Finding Solutions to Healthcare Challenges with Telehealth Technologies

May 4, 2011

The following is a commentary I was invited to submit for the ATA Daily News.

The following is a commentary I was invited to submit for the ATA Daily News.

In 2008, while working in a small rural hospital, I watched as some of our patients had to be transferred to a larger facility in our system to receive needed specialty consults. At the time, the hospitalist, emergency director and I wished we had telemedicine capabilities, but the funds for equipment were not available in our budget.

Then in 2010, I learned about the telehealth resource centers, attended my first ATA Annual Meeting and had the opportunity to experience telehealth technology in action across the Northwest, California and the Pacific Basin. I soon learned that the most effective implementations applied the technologies to solve specific challenges and problems.

These include:

• A rural hospital in Wyoming with excess pharmacy capacity assisting a critical access hospital in the region after the retirement of their pharmacist by providing remote order entry verification and support to physicians and other providers when local staffing was no longer an option.

• A system of community clinics turning to telehealth after losing access to specialists in psychiatry, endocrinology, neurology, hepatology and dermatology for their hard-to-reach migrant population.

• A community clinic being able to perform digital retinal eye exams for its diabetic patients, to be read by an ophthalmologist in another state.

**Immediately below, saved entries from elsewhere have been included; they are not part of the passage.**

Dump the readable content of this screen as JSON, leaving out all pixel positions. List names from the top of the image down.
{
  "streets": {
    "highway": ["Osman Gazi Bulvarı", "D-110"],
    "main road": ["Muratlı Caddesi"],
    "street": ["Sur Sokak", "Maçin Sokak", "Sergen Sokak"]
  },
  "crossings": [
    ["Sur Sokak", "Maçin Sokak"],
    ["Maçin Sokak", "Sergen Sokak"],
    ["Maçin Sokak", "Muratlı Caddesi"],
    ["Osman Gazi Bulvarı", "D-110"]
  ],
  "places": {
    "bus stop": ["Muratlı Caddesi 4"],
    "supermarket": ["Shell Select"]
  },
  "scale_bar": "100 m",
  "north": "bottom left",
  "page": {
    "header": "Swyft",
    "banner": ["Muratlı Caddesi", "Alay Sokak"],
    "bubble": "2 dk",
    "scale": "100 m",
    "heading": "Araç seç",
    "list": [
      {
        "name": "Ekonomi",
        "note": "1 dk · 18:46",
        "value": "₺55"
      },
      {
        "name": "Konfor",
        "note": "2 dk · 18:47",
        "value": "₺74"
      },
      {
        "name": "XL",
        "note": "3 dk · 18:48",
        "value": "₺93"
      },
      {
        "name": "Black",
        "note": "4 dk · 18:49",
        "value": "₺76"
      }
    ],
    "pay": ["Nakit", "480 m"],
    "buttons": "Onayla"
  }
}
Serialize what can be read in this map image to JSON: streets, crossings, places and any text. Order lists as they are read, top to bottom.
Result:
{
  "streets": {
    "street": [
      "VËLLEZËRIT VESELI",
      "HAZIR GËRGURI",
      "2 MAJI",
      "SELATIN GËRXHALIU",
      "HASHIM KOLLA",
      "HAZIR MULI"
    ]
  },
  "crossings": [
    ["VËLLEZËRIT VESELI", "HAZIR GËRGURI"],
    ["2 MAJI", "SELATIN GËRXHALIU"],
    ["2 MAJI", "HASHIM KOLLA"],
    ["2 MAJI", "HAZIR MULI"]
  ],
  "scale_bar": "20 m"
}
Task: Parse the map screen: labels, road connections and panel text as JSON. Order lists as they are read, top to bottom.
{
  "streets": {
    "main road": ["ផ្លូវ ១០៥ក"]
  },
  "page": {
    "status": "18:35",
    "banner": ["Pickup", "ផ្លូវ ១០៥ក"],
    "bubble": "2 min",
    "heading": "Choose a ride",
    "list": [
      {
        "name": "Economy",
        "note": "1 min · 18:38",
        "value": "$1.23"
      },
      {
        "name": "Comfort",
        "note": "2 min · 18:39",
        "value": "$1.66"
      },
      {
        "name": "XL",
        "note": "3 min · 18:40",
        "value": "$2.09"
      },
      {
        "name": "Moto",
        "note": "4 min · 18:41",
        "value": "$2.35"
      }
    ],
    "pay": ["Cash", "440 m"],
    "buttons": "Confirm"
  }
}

• A hospital turning to an intensivist located two counties away to augment their existing physician staff and fill coverage gaps with remote care to patients in the intensive care unit.

• Multiple physicians and psychologists experiencing shifting demands on their time that no longer allow them to drive hours out to remote communities to hold monthly or weekly specialty clinics. Not wanting to disrupt access for these patients in already underserved communities, they turn to telehealth to facilitate the connections needed to continue care.

• California hospitals employing real time remote triage, diagnosis and monitoring as their fastest growing strategy to address increasing emergency department specialty coverage needs.

• Several physicians conveying their stroke outcome success stories – one reducing the first-contact neurology response time to less than 22 minutes at one hospital, and another increasing use of tPA by ten times despite only having two neurologists.

• The telehealth network in Montana that recognized the opportunity to leverage their existing infrastructure to facilitate community-wide health information exchange.

• A pilot study involving remote monitoring of blood glucose in an underserved Native Hawaiian population using Bluetooth-enabled smart phones and the development of plans to expand to monitoring blood pressure, weight and activity levels.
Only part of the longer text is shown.